Gone too are the artistic means restricting Girlpool to lo-fi punk. As a cohesive record, the genre is nebulous. Guitars can be light and airy on tracks written by each of the duo, like the soft indie rock in “Hire” and “Joseph’s Dad”, but guitar tracks often pile up and become heavy, not sonically but emotionally, in consistently reappearing shoegaze influences (“Stale Device”, “Where You Sink”). “Hoax and the Shrine” is folksy, “Swamp and Bay” has the warmth of indie folk rock, and electronica beats often underlay Tucker’s more heady tracks, like “Chemical Freeze” and “Minute In Your Mind”. What immediately strikes those familiar with their old work is the ambition of What Chaos Is Imaginary. I found many of Tucker’s tracks to be grasping for something more profound both in theme and sound, both reminiscent of Billy Corgan’s early Smashing Pumpkins records. Tucker doesn’t go all-in this way on every track; “Swamp and Bay” and “Hire” are notable examples that still stray from Girlpool’s repertoire, while showing off more melodically complex guitar playing. The deeper voice still doesn’t feel settled into for Tucker, leading to more asymmetrical, contextually vague lyrics on confusion, purgatory, and restlessness.

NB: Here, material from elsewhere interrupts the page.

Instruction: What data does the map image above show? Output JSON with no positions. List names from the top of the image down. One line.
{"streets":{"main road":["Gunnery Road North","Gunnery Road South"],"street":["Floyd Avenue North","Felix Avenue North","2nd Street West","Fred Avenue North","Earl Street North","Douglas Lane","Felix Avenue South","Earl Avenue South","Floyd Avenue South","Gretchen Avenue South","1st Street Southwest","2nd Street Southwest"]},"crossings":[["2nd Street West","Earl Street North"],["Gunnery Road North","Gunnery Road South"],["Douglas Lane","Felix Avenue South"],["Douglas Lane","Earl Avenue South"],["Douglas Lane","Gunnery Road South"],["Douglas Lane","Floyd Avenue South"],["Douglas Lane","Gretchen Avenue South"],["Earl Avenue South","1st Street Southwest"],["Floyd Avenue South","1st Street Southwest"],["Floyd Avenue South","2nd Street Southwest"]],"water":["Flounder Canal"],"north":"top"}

It’s a very personal transition on display, ripe with creativity pulling in all sorts of directions, though it can leave some ideas feeling thinned out.
Harmony Tividad’s tracks also show growth and a desire for seriousness—the titular “What Chaos Is Imaginary” comes to mind with its moody synth tones and string outro. Still, many of her tracks are rooted in the band’s more familiar (and more simple) structures. Her songwriting, while diverse from song to song, feels more symmetrical in composure, such as the repeated chords and rhyming couplet lyrics on “Pretty”. Solid, but often safe. To her credit, she has a skill for memorable phrases in her lyrics, equally coy and clever: “Dressed up all depressed in my Sunday best” (“Lucky Joke”), and other lines about nostalgic let-downs, vain personas, and perpetual sadness.
What Chaos Is Imaginary is the boldest statement yet for two young artists with clearly upward trajectories, though they’re clearly in different directions. The album doesn’t always know what it wants to be, but it reflects this unique moment of liminality they find themselves in in honestly and consistently interesting ways, both in its lyrics and sonics. Standout tracks for me are “Hire”, “Stale Device”, and “Lucky Joke”.